Work required -> In the records below, which lines include "Cressington"? Copy them.

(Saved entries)
[Start of section]

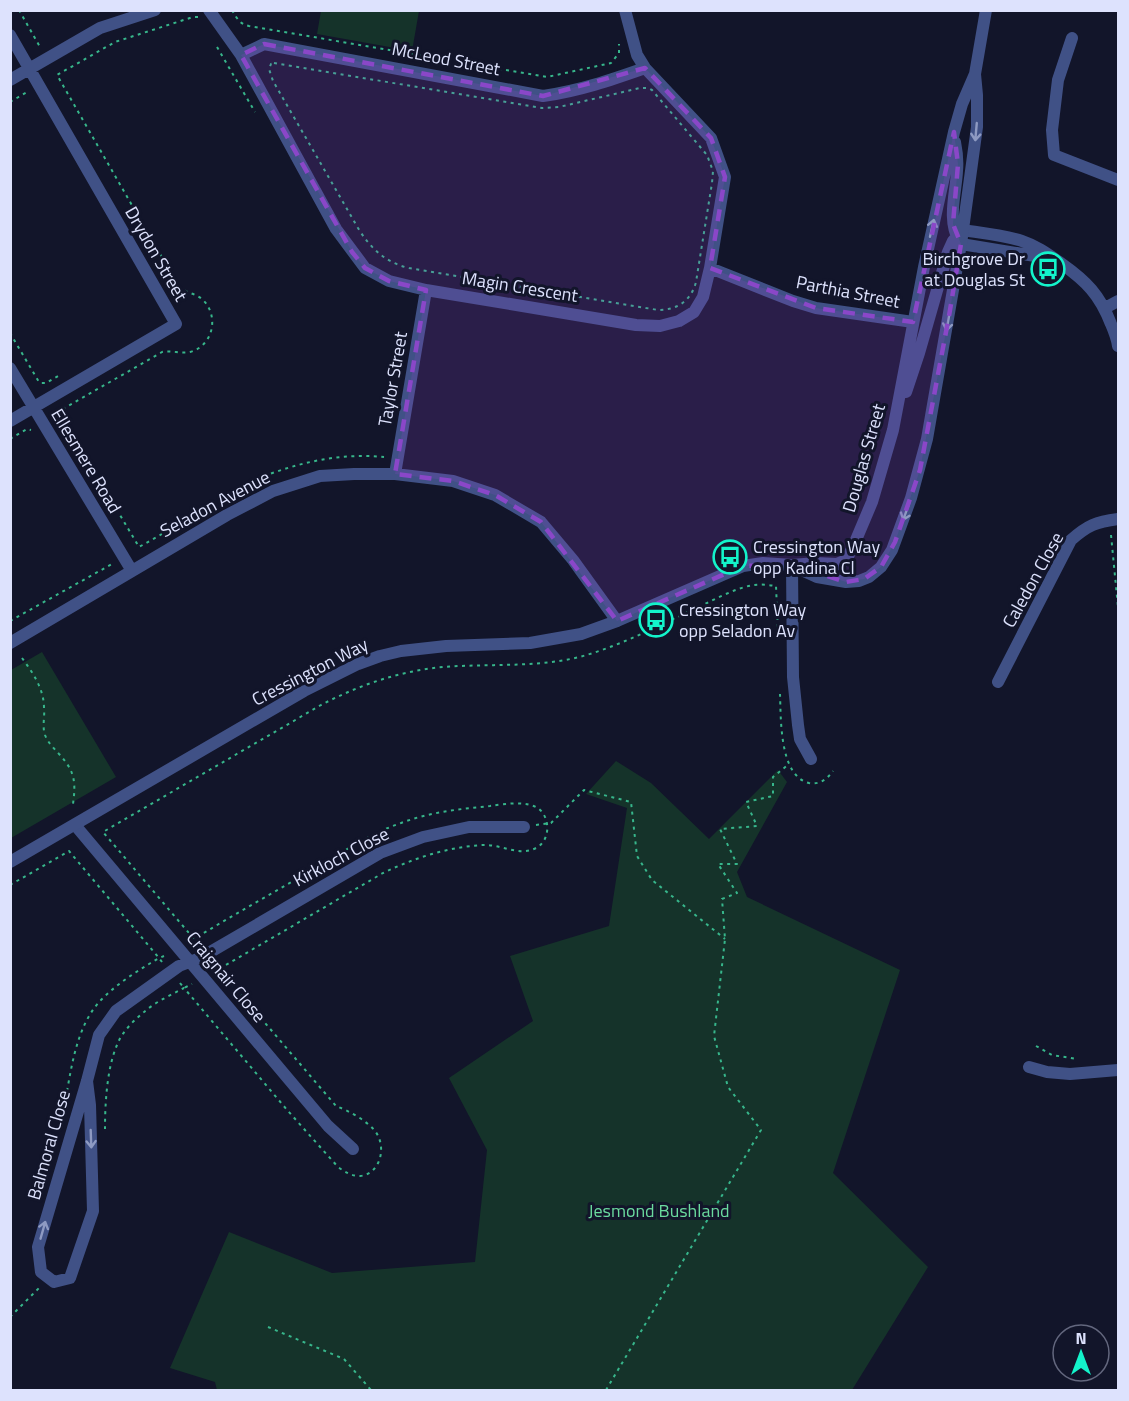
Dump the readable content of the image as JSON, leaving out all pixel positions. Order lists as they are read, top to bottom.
{
  "streets": {
    "street": [
      "McLeod Street",
      "Drydon Street",
      "Magin Crescent",
      "Parthia Street",
      "Taylor Street",
      "Douglas Street",
      "Ellesmere Road",
      "Seladon Avenue",
      "Caledon Close",
      "Cressington Way",
      "Kirkloch Close",
      "Craignair Close",
      "Balmoral Close"
    ]
  },
  "crossings": [
    ["McLeod Street", "Magin Crescent"],
    ["Drydon Street", "Ellesmere Road"],
    ["Magin Crescent", "Parthia Street"],
    ["Magin Crescent", "Taylor Street"],
    ["Parthia Street", "Douglas Street"],
    ["Taylor Street", "Seladon Avenue"],
    ["Douglas Street", "Cressington Way"],
    ["Ellesmere Road", "Seladon Avenue"],
    ["Seladon Avenue", "Cressington Way"],
    ["Cressington Way", "Craignair Close"],
    ["Kirkloch Close", "Craignair Close"],
    ["Kirkloch Close", "Balmoral Close"],
    ["Craignair Close", "Balmoral Close"]
  ],
  "parks": ["Jesmond Bushland"],
  "places": {
    "bus stop": ["Birchgrove Dr at Douglas St", "Cressington Way opp Kadina Cl", "Cressington Way opp Seladon Av"]
  },
  "north": "top"
}
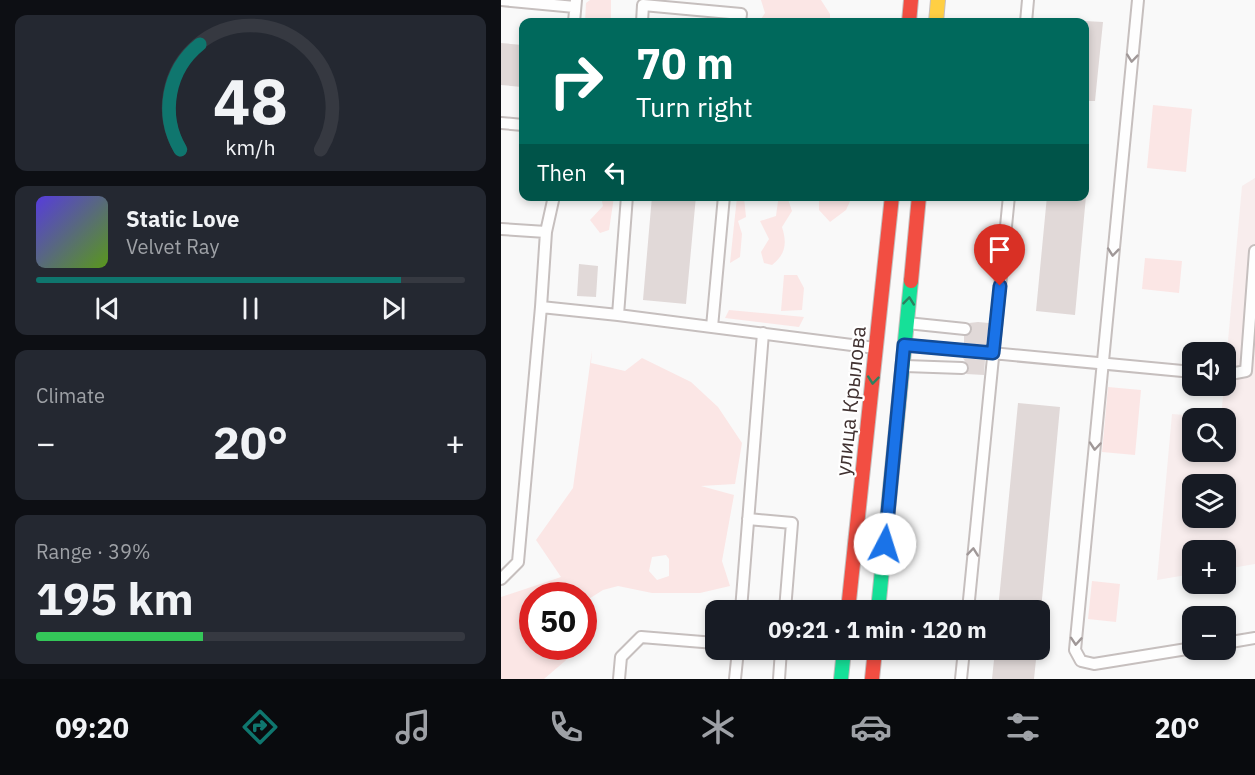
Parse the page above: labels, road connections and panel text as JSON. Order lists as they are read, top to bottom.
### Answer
{
  "streets": {
    "main road": ["улица Крылова"]
  },
  "page": {
    "turn": ["70 m", "Turn right"],
    "then": "Then",
    "song": ["Static Love", "Velvet Ray"],
    "map_buttons": ["+", "−"],
    "tile": [
      "Climate",
      ["Range · 39%", "195 km"]
    ],
    "heat": ["−", "20°", "+"],
    "limit": "50",
    "trip": "09:21 · 1 min · 120 m",
    "tabs": ["09:20", "20°"],
    "gauge": ["48", "km/h"]
  }
}
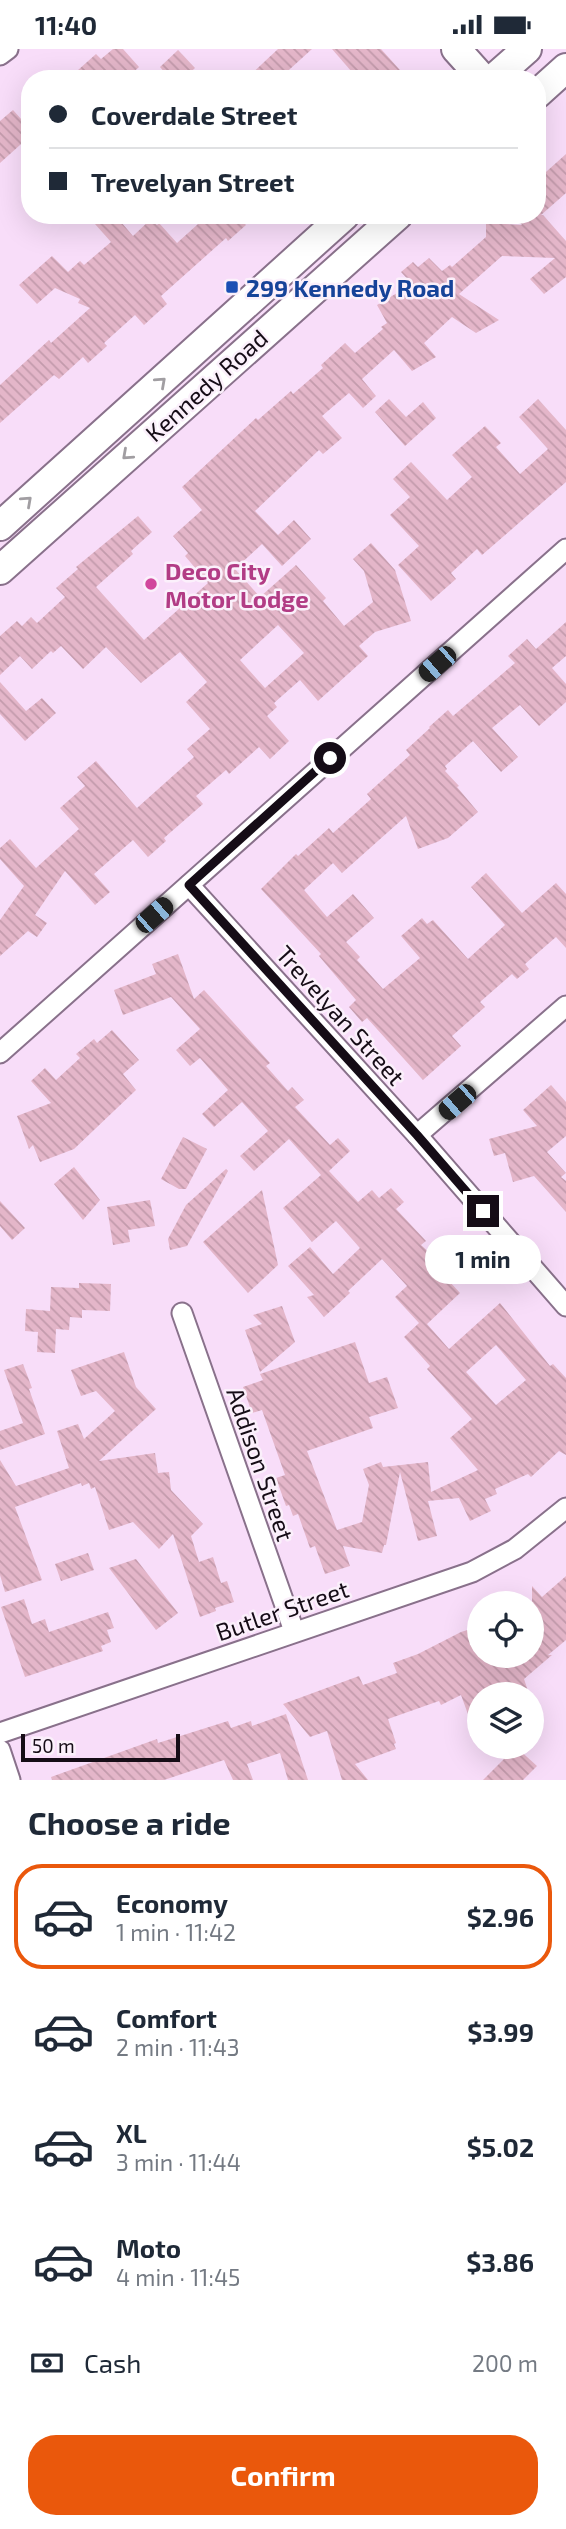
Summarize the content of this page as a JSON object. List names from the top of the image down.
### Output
{
  "streets": {
    "main road": ["Kennedy Road"],
    "street": ["Trevelyan Street", "Addison Street", "Butler Street"]
  },
  "crossings": [
    ["Addison Street", "Butler Street"]
  ],
  "places": {
    "transit": ["299 Kennedy Road"],
    "other": ["Deco City Motor Lodge"]
  },
  "scale_bar": "50 m",
  "page": {
    "status": "11:40",
    "banner": ["Coverdale Street", "Trevelyan Street"],
    "bubble": "1 min",
    "scale": "50 m",
    "heading": "Choose a ride",
    "list": [
      {
        "name": "Economy",
        "note": "1 min · 11:42",
        "value": "$2.96"
      },
      {
        "name": "Comfort",
        "note": "2 min · 11:43",
        "value": "$3.99"
      },
      {
        "name": "XL",
        "note": "3 min · 11:44",
        "value": "$5.02"
      },
      {
        "name": "Moto",
        "note": "4 min · 11:45",
        "value": "$3.86"
      }
    ],
    "pay": ["Cash", "200 m"],
    "buttons": "Confirm"
  }
}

[End of section]

Solution for this problem ->
      "Cressington Way",
    ["Douglas Street", "Cressington Way"],
    ["Seladon Avenue", "Cressington Way"],
    ["Cressington Way", "Craignair Close"],
    "bus stop": ["Birchgrove Dr at Douglas St", "Cressington Way opp Kadina Cl", "Cressington Way opp Seladon Av"]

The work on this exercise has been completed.